By Bob Lundegaard, Star-Tribune Newspaper of the Twin Cities Mpls.-St. Paul, 24 October 1988
"I'd directed for the theater before, so I had a sense of dealing with actors, and I love special effects, so I felt reasonably comfortable
about that. So all I was really ignorant about was cameras and lenses, and that's not that difficult to pick up...
"When you're shooting two closeups, obviously one person looks camera left and the other camera right so that their glances seem to meet. Now if you move the camera while they're talking, the glances are going to move, and if you shoot them the wrong way and intercut it, they no longer seem to be looking at each other.
"I had this fabulous assistant [on Hellraiser] who every now and then would mutter, 'You're crossing the line, Clive.' So far on Hellraiser 2 we still rate an `X' after four tries, and we have to get an 'R.' We keep making adjustments based on what they say, but we aren't making enough. They keep saying, 'You're crossing the line, Clive. Oh, boy, have you crossed the line!' I guess in all kinds of ways I've spent most of my career crossing the line."

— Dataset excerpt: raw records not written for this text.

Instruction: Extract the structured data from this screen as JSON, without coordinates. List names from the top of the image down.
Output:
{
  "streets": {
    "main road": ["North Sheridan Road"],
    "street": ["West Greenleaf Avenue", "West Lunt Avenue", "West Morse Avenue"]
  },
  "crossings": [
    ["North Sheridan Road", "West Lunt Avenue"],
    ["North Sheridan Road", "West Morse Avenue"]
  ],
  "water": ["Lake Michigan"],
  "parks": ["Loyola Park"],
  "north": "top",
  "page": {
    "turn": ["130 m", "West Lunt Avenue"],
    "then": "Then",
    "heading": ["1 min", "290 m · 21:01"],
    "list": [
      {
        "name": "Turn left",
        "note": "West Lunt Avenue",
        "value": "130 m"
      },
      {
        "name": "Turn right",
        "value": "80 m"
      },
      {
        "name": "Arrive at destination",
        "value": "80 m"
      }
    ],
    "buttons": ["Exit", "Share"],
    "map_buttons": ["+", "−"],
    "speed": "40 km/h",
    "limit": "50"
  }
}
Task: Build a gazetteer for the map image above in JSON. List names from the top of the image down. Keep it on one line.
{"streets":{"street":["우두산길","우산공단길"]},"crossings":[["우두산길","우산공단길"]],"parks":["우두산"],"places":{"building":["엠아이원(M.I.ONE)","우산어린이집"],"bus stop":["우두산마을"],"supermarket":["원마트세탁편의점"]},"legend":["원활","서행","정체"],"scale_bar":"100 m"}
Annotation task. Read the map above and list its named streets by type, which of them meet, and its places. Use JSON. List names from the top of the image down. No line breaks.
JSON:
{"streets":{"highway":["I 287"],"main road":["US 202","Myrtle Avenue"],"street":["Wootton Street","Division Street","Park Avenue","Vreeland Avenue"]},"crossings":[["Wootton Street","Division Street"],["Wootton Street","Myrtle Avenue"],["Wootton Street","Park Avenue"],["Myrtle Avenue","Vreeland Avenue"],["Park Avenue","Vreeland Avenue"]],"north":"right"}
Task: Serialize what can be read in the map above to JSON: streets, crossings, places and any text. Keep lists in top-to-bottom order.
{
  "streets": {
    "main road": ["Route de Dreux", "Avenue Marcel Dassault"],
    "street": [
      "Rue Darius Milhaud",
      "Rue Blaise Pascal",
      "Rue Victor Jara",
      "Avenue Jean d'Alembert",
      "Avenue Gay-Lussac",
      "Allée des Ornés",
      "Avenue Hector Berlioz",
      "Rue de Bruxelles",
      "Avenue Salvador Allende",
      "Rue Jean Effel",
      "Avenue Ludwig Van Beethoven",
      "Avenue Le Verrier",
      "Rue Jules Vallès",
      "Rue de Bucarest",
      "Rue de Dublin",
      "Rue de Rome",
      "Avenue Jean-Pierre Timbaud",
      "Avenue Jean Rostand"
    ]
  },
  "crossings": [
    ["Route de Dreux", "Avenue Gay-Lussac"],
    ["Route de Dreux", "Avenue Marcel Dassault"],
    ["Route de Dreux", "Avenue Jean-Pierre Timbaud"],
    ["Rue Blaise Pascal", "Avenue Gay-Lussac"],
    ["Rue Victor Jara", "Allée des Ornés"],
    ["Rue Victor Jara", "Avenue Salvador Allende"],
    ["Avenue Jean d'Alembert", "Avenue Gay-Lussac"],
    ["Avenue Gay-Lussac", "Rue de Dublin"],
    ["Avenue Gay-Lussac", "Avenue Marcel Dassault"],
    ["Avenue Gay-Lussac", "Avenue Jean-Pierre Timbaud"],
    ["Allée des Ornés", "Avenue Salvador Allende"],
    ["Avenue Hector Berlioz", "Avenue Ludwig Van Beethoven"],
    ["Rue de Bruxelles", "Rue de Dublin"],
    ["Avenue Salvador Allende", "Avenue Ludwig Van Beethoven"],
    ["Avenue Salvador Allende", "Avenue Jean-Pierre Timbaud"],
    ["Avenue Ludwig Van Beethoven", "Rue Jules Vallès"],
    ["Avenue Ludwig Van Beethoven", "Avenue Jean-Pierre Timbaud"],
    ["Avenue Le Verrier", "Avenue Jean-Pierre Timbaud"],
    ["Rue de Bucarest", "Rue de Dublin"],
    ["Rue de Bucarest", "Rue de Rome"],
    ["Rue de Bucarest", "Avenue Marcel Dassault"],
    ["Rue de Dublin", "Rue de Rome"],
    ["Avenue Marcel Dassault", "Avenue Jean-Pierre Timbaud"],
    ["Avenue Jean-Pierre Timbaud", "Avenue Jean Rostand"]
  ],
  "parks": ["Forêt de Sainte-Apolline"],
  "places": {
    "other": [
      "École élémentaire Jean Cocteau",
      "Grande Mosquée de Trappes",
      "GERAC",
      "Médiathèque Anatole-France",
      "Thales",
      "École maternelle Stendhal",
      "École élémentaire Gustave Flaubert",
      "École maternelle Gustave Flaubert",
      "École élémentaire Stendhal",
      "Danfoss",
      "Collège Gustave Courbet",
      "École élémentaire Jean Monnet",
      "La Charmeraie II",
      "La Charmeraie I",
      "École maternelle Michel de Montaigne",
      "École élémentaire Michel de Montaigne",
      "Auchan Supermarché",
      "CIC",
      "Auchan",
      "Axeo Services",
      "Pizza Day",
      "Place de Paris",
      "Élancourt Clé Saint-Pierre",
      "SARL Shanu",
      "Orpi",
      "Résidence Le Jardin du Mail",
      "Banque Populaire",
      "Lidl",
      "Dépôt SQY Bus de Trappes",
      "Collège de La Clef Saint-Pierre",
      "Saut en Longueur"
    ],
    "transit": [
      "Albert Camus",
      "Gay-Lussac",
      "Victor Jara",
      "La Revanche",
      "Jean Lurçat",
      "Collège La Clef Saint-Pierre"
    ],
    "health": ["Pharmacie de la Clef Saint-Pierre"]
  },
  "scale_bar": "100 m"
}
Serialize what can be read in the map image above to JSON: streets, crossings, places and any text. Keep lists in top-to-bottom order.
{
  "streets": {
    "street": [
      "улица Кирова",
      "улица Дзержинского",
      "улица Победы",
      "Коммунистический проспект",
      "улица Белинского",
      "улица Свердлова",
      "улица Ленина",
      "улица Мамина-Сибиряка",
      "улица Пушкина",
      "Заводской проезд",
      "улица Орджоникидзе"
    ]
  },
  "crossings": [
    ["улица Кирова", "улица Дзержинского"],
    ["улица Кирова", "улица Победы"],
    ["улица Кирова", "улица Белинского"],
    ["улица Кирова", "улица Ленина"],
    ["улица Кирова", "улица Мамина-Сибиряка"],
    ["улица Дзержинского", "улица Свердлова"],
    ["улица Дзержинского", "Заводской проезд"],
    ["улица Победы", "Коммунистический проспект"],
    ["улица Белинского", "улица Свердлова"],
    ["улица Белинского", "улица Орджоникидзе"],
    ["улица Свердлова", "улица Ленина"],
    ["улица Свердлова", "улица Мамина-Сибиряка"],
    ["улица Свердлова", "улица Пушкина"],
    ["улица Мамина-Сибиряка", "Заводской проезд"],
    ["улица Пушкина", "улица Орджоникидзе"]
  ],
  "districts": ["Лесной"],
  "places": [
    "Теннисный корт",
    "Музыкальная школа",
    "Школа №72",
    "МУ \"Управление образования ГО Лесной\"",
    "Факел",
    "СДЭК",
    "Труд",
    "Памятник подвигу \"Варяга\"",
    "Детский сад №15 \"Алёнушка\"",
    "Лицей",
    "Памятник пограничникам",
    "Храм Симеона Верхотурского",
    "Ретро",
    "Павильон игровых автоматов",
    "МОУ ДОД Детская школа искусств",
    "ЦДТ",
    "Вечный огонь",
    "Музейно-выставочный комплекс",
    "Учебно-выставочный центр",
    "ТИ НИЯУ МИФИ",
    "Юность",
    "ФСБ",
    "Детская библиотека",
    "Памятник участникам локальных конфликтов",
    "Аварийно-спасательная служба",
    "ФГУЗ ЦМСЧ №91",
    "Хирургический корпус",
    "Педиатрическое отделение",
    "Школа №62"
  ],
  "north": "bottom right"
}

By Meredith Hladik, The Quadrangle, Riverdale, New York, Vol 65 No 7, 27 October 1988
"I enjoy scaring myself, being grossed out. The taboo subject of every kind has an appeal to me. The moment someone says, 'Don't look,' my eyes are on springs...
"I write a fiction of the imagination that blows reality to smithereens. It's a dark fiction, but it's a fiction as much concerned with angels as demons...
"Sex and horror are closely linked. Horror fiction is very often a fiction of bodily transformations, whether it be from life to death, from man to werewolf, from living man to zombie. Sex is one of those processes which wins from us very contradictory responses. We are both drawn to it and repulsed by it. We are attracted to people we may not consciously like. All kinds of wonderful things happen under those circumstances, which I believe are analogous to the horrific experience."
By Ann Trebbe, USA Today, 28 October 1988
[Re: his imagination] "I'm not suggesting it's sent down by Venusians. My imagination is with me on a day-to-day basis. It's there. It's me. It's who I am... I forbid my thoughts nothing."
By Jason Cohen, Daily Northwestern, 28 October 1988
"The audience response has been so good to Weaveworld, not just in terms of numbers sold but in terms of reviews and letters, so I'm tempted to feel that I can move across the fields, maybe do some science fiction or something like that, maybe do some erotic fiction at some point, with my audience coming with me. I think that's an exciting prospect...
"There's a story... The Last Illusion, which is very much film noir, very much detective fiction crossed with monster fiction. I think to some extent the definitions are artificial, anyway, and I just write it like it comes. Sometimes it comes out erotic, sometimes it comes out funny, sometimes it comes out film noir... whatever else, I like that. I love genre fiction; the only genre I can't get on with is the Western. I'm pretty happy to keep making those mixes."
By Maureen Harrington, The Denver Post, 30 October 1988
"I was that fat, short little boy who was never chosen for anything, but I could scare the kids around the campfire.
"You can use your talent to take revenge for your youth - to defeat and shake people. I didn't want to as a child, nor do I now want to seek revenge with my writing.
"Rather than frightening people so badly that they feel bereft of hope, I seek to celebrate the monster - to show that the non-socialised creature may just surprise you with a humanity greater than ours.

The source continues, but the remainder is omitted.